INSTRUCTIONS FOR THE TASK:
The answer is to contain only the line containing "Annotation task. Parse" and the lines after it through the last one, each reproduced exactly as it appears below.

RECORDS SHOWN:
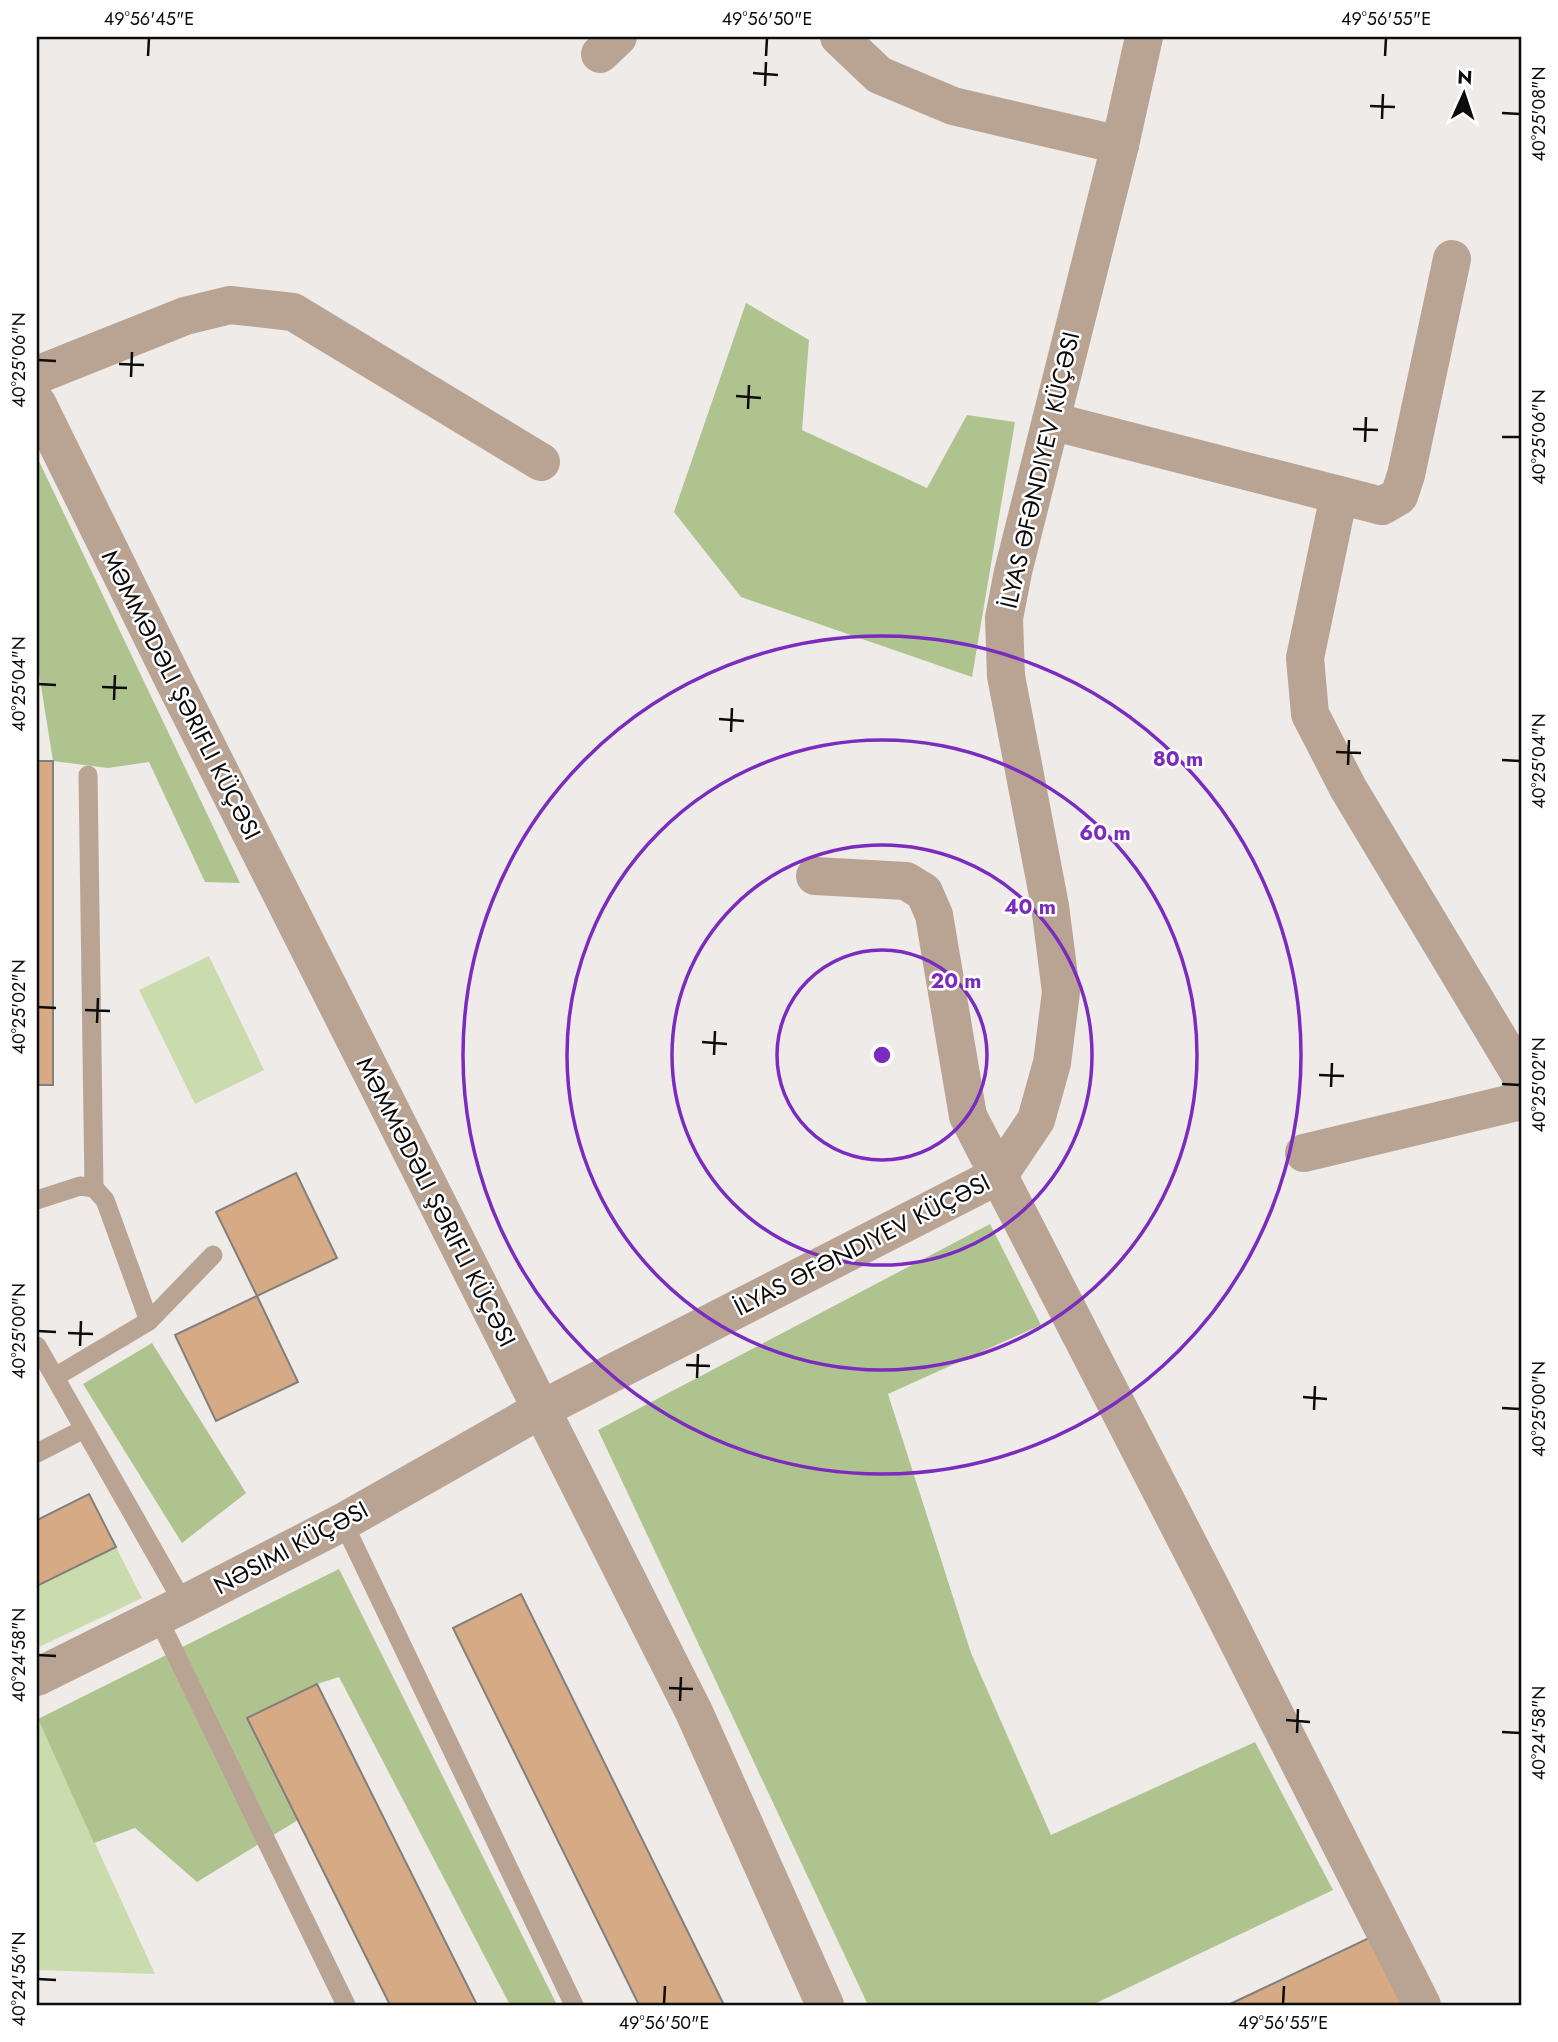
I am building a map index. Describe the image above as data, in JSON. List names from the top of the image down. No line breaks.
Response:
{"streets":{"street":["İLYAS ƏFƏNDIYEV KÜÇƏSI","MƏMMƏDƏLI ŞƏRIFLI KÜÇƏSI","NƏSIMI KÜÇƏSI"]},"crossings":[["İLYAS ƏFƏNDIYEV KÜÇƏSI","MƏMMƏDƏLI ŞƏRIFLI KÜÇƏSI"],["İLYAS ƏFƏNDIYEV KÜÇƏSI","NƏSIMI KÜÇƏSI"],["MƏMMƏDƏLI ŞƏRIFLI KÜÇƏSI","NƏSIMI KÜÇƏSI"]],"north":"top","coordinates":["49°56'45\"E","49°56'50\"E","49°56'55\"E","40°25'08\"N","40°25'06\"N","40°25'04\"N","40°25'02\"N","40°25'00\"N","40°24'58\"N","40°24'56\"N"],"rings":["80 m","60 m","40 m","20 m"]}
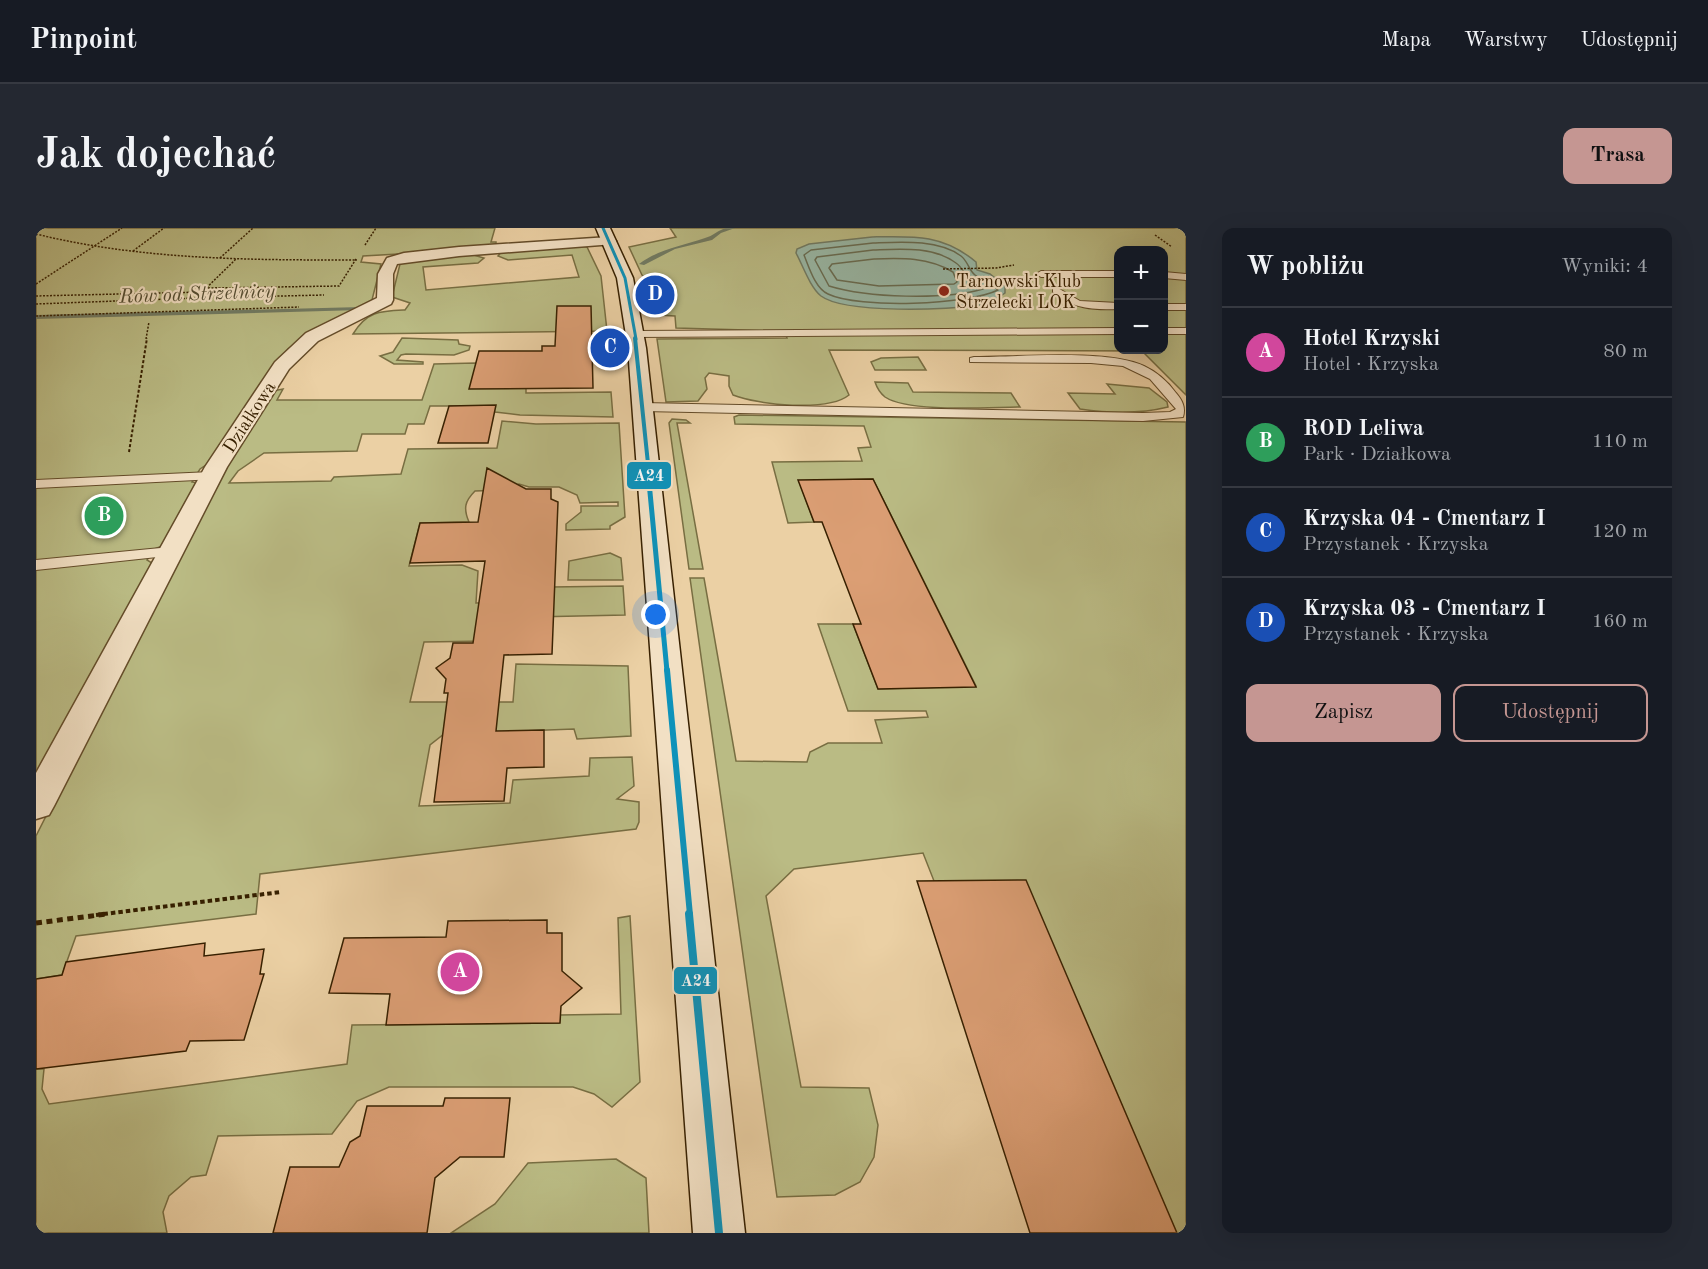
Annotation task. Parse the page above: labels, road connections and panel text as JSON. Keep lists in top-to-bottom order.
{
  "streets": {
    "street": ["Działkowa"]
  },
  "water": ["Rów od Strzelnicy"],
  "places": ["Tarnowski Klub Strzelecki LOK"],
  "lines": ["transit line A24"],
  "page": {
    "header": "Pinpoint",
    "nav": ["Mapa", "Warstwy", "Udostępnij"],
    "buttons": [
      "Trasa",
      ["Zapisz", "Udostępnij"]
    ],
    "title": "Jak dojechać",
    "heading": ["W pobliżu", "Wyniki: 4"],
    "map_buttons": ["+", "−"],
    "pins": [
      "D",
      "C",
      "B",
      "A"
    ],
    "list": [
      {
        "mark": "A",
        "name": "Hotel Krzyski",
        "note": "Hotel · Krzyska",
        "value": "80 m"
      },
      {
        "mark": "B",
        "name": "ROD Leliwa",
        "note": "Park · Działkowa",
        "value": "110 m"
      },
      {
        "mark": "C",
        "name": "Krzyska 04 - Cmentarz I",
        "note": "Przystanek · Krzyska",
        "value": "120 m"
      },
      {
        "mark": "D",
        "name": "Krzyska 03 - Cmentarz I",
        "note": "Przystanek · Krzyska",
        "value": "160 m"
      }
    ]
  }
}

ANSWER BOX:
Annotation task. Parse the page above: labels, road connections and panel text as JSON. Keep lists in top-to-bottom order.
{
  "streets": {
    "street": ["Działkowa"]
  },
  "water": ["Rów od Strzelnicy"],
  "places": ["Tarnowski Klub Strzelecki LOK"],
  "lines": ["transit line A24"],
  "page": {
    "header": "Pinpoint",
    "nav": ["Mapa", "Warstwy", "Udostępnij"],
    "buttons": [
      "Trasa",
      ["Zapisz", "Udostępnij"]
    ],
    "title": "Jak dojechać",
    "heading": ["W pobliżu", "Wyniki: 4"],
    "map_buttons": ["+", "−"],
    "pins": [
      "D",
      "C",
      "B",
      "A"
    ],
    "list": [
      {
        "mark": "A",
        "name": "Hotel Krzyski",
        "note": "Hotel · Krzyska",
        "value": "80 m"
      },
      {
        "mark": "B",
        "name": "ROD Leliwa",
        "note": "Park · Działkowa",
        "value": "110 m"
      },
      {
        "mark": "C",
        "name": "Krzyska 04 - Cmentarz I",
        "note": "Przystanek · Krzyska",
        "value": "120 m"
      },
      {
        "mark": "D",
        "name": "Krzyska 03 - Cmentarz I",
        "note": "Przystanek · Krzyska",
        "value": "160 m"
      }
    ]
  }
}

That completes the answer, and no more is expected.